Ce loyal enfant du Béarnais, destiné sans doute à commander notre brave et fidèle armée, promis peut-être aux héroïques plaines de la Vendée, est mort à la fleur et dans la force de l’âge, sans avoir même eu la consolation d’expirer, comme Epaminondas, étendu sur son bouclier.

Et quand l’historien d’une si noble vie aura rappelé le dernier pardon et les derniers adieux, il sera de son devoir de remonter, ou plutôt de descendre aux causes et aux auteurs de cet abominable forfait. Qu’il écoute alors pour dévoiler des trames ténébreuses, qu’il écoute la France désespérée, elle criera, comme l’impératrice romaine : Je reconnais les coups !
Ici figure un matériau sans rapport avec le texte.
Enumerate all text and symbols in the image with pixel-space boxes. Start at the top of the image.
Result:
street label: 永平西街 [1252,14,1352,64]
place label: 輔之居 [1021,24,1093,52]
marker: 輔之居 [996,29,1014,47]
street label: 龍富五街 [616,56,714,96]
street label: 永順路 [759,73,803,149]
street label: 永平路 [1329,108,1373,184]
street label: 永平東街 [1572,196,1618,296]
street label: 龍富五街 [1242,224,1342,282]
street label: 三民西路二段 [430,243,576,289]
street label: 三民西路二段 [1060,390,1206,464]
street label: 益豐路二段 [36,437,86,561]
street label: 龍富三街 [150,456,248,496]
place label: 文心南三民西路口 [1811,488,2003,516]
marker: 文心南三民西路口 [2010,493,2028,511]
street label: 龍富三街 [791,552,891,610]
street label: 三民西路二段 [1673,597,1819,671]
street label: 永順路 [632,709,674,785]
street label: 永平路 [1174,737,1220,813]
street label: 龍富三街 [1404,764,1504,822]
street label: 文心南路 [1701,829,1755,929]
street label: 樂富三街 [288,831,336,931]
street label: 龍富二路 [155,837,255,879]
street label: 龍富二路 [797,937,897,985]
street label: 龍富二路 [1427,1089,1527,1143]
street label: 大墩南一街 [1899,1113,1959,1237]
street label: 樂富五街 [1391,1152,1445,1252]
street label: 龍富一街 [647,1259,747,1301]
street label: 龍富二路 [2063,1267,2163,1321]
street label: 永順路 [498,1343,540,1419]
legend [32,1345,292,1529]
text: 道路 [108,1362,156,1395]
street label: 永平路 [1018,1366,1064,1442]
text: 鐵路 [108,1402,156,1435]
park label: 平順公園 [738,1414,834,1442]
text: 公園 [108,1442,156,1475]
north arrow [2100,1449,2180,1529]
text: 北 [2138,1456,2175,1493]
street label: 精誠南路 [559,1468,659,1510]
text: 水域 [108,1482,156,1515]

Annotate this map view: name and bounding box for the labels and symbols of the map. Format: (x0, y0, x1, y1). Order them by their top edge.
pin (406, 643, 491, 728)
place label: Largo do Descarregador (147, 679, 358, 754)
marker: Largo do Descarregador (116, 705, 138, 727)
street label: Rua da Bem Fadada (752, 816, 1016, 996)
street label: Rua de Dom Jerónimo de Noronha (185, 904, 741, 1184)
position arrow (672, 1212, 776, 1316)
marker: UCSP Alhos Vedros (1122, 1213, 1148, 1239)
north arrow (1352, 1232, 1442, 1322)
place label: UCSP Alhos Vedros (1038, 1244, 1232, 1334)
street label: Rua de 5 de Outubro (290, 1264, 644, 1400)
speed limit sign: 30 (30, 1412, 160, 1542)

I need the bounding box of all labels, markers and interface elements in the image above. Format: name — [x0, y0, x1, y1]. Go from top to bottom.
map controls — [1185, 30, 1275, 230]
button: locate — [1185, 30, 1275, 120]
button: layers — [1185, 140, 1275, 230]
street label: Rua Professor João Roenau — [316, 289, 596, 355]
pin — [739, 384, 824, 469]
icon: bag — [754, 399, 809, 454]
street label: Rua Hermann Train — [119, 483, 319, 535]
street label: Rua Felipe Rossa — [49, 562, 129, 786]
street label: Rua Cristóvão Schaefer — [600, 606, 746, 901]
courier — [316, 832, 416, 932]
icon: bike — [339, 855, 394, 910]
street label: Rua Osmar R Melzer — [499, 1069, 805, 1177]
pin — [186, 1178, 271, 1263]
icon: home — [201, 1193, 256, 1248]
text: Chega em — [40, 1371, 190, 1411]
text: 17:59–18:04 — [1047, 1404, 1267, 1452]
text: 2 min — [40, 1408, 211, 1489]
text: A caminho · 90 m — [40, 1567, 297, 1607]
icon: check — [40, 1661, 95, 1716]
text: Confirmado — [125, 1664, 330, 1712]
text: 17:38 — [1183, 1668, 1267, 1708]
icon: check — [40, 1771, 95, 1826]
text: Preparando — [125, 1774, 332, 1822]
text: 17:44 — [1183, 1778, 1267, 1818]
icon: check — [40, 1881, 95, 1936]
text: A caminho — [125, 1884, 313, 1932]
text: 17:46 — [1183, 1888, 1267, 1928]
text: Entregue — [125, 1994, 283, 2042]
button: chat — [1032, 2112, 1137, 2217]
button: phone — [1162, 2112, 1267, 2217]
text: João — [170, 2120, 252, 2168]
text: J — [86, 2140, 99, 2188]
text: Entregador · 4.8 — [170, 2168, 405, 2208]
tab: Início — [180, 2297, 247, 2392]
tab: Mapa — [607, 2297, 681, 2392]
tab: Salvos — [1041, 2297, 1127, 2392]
Nous ne nous livrerons pas ici à une discussion qui outrepasserait nos forces ; mais nous pensons qu’il est des questions graves et importantes que doit résoudre l’historien du duc de Berry assassiné, au sujet du misérable auteur de cet attentat. Louvel est-il un fanatique ? de quelle espèce est son fanatisme ? appartient-il à la classe des assassins exaltés et désintéressés comme les Sand, les Ravaillac et les Clément ? N’est-il pas plutôt de ces gens à qui l’on paie leur fanatisme, en ajoutant à la récompense convenue des assurances de protection et de salut ?... Nous nous arrêtons à ces mots. On n’a plus droit aujourd’hui de s’étonner des choses les plus inouïes. Nous voyons d’exécrables scélérats étaler aux yeux de l’Europe leur impunité, plus monstrueuse peut-être que leurs crimes, et leur audace plus effrayante encore que leur impunité.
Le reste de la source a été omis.